------ Records for the exercise ------
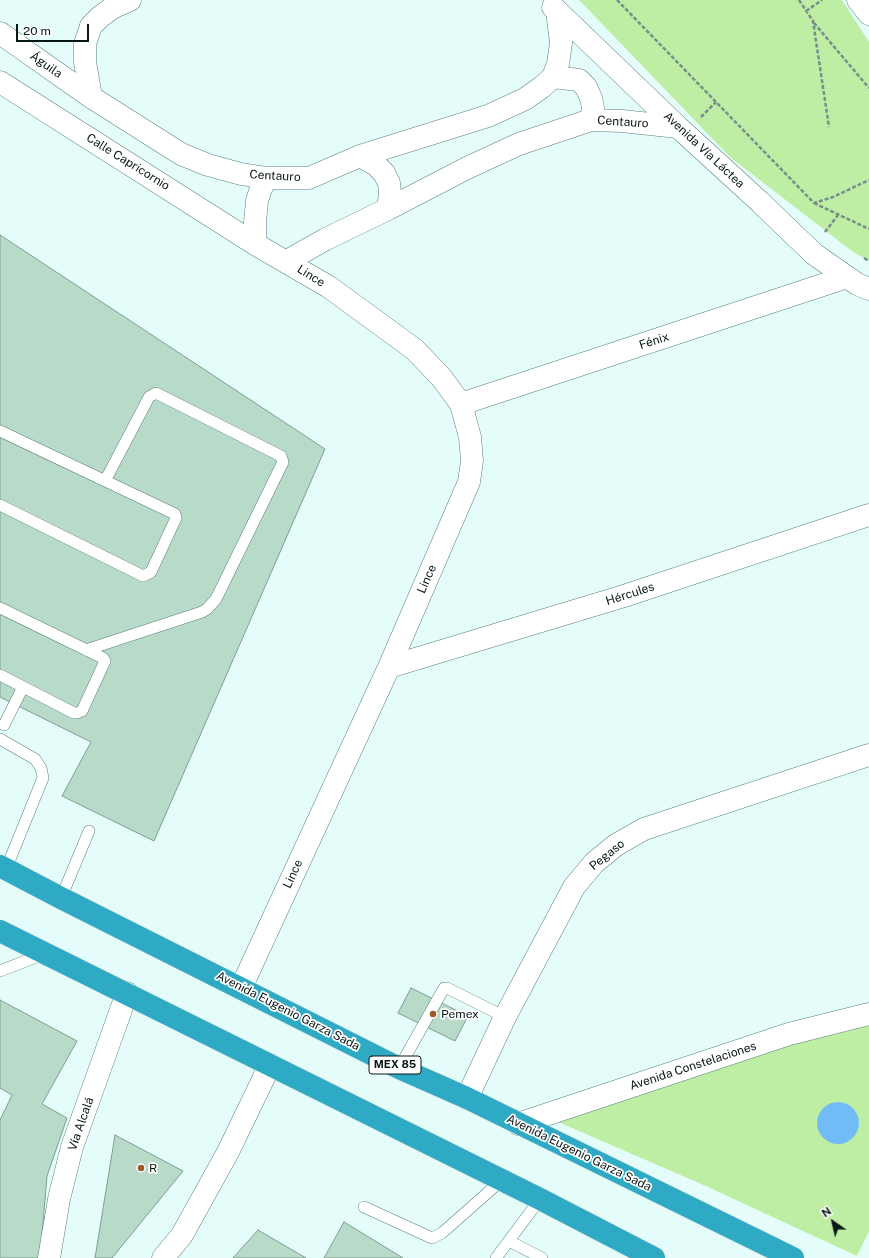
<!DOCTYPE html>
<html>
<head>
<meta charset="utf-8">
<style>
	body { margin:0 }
	#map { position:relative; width:869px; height:1258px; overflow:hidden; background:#e4fdfb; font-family:"Public Sans",sans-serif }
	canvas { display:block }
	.north { position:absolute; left:813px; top:1202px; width:40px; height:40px; -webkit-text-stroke:3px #fff; paint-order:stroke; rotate:326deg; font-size:11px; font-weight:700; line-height:16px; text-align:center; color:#071716 }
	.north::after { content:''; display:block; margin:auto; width:14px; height:18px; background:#071716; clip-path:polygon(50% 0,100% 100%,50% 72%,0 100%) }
	.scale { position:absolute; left:16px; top:24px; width:73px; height:18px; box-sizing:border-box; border:2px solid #071716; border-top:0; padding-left:5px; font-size:12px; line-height:14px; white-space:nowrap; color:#071716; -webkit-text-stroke:3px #fff; paint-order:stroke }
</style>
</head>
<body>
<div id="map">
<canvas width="869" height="1258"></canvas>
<div class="north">N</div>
<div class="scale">20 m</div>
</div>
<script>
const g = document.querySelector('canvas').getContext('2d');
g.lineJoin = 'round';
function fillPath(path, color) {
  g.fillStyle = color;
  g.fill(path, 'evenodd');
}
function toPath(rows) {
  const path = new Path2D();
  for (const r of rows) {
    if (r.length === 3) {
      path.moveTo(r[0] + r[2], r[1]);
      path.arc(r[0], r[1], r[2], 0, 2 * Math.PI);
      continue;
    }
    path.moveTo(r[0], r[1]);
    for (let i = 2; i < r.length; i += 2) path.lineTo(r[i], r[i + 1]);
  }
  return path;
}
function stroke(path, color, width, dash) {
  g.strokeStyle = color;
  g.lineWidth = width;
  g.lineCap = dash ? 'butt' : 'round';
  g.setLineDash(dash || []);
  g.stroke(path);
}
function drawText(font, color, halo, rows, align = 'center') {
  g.font = font + ' "Public Sans",sans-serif';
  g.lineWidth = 3.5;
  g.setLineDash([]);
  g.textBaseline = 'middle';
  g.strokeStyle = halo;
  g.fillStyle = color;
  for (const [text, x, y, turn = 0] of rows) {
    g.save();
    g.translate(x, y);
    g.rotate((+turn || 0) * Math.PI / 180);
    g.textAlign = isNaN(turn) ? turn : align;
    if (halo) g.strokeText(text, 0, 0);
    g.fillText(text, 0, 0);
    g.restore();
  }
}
fillPath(toPath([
	[579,0,842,0,869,42,869,261,853,252,730,157],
	[869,1012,869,1231,857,1256,708,1187,556,1121]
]), '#beeea3');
fillPath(toPath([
	[838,1123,21]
]), '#71bcf6');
const building = toPath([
	[0,235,325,449,154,841,62,796,91,742,0,697,0,235],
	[411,988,468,1016,455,1041,398,1013,411,988],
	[0,1000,77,1041,42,1104,67,1118,47,1176,40,1258,0,1258,0,1120,12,1095,0,1088,0,1000],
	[115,1135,183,1171,112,1258,95,1258,115,1135],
	[344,1222,403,1258,324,1258,344,1222],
	[258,1230,306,1258,233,1258,258,1230]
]);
fillPath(building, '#b8dac8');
stroke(building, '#7e9f8e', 1);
const lane = toPath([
	[0,431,175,514,176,518,151,572,143,576,0,505],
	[0,608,103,658,105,661,82,711,77,713,74,713,0,675],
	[86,650,202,612,207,609,216,599,283,462,281,456,156,393,149,397,105,481],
	[4,725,21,691],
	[0,739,35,759,41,768,43,778,6,869],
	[61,898,89,831],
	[0,971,44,954],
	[399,1068,444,988,447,988,505,1017],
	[364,1207,432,1238,442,1233,502,1180],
	[509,1241,542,1258],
	[496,1258,540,1199]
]);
const street = toPath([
	[858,0,869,14],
	[553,7,678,127,760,202,814,254,857,284,869,289],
	[0,33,91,97,181,154,208,165,241,174,267,178,309,178,360,156,488,116,525,99,542,87,553,77,558,64,561,43,557,11],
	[553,77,579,80,586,87,591,98,593,108,591,120],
	[0,82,255,244,329,287,414,349,441,377,461,404,470,437,472,461,469,482,389,667,241,988],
	[91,97,85,62,85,44,91,26,100,17,112,8,130,0],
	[360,156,376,165,384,173,389,183,390,193,388,209],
	[255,244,255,222,257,201,261,188,267,178],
	[287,261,326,239,388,209,467,168,519,144,591,120,622,121,678,127],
	[461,404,847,277],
	[389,667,624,596,869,515],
	[467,1098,505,1017,574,887,594,863,616,845,644,829,869,755],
	[518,1124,789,1034,869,1014],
	[49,1258,59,1199,72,1147,127,993],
	[163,1258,182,1235,228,1152,270,1065]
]);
const highway = toPath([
	[0,866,61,898,399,1068,467,1098,793,1258],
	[0,931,540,1199,654,1258]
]);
stroke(lane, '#59807c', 12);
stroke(street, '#59807c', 23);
stroke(highway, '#d7dada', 23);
stroke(toPath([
	[617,0,814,203,833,197,869,180],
	[799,0,813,21,829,127],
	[806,11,822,0],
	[814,23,869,88],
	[701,117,716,102],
	[814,203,869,229],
	[825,232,838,215],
	[864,258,869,261]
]), '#798e8c', 2.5, [4, 2]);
stroke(lane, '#fff', 11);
stroke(street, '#fff', 22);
stroke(highway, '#2eaac5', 22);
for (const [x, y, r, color] of [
	[433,1014,4,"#9c5929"],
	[141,1168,4,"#9c5929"]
]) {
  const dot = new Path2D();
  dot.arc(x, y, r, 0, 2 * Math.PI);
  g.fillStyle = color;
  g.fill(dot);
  stroke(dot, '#fff', 1.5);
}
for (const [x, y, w] of [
	[395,1065,52]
]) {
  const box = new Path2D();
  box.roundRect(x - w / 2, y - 9, w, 18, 3);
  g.fillStyle = '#fff';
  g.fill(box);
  stroke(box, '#071716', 1);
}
drawText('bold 11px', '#071716', null, [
	["MEX 85",395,1065]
]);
drawText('12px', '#071716', '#fff', [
	["Águila",46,65,35],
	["Centauro",623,122,4],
	["Avenida Vía Láctea",704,150,43],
	["Calle Capricornio",128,162,32],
	["Centauro",275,176,3],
	["Lince",311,276,32],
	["Fénix",654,341,-18],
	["Lince",427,579,-66],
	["Hércules",630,594,-18],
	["Pegaso",607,855,-39],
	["Lince",293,874,-65],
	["Avenida Eugenio Garza Sada",288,1011,27],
	["Avenida Constelaciones",693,1066,-18],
	["Vía Alcalá",81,1124,-71],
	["Avenida Eugenio Garza Sada",579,1153,26]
]);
drawText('12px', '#071716', '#fff', [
	["Pemex",441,1014],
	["R",149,1168]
], 'left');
</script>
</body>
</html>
------
_About this exercise_. If a line in the listing contains the string "halo", copy it.

_Response below_.
function drawText(font, color, halo, rows, align = 'center') {
  g.strokeStyle = halo;
    if (halo) g.strokeText(text, 0, 0);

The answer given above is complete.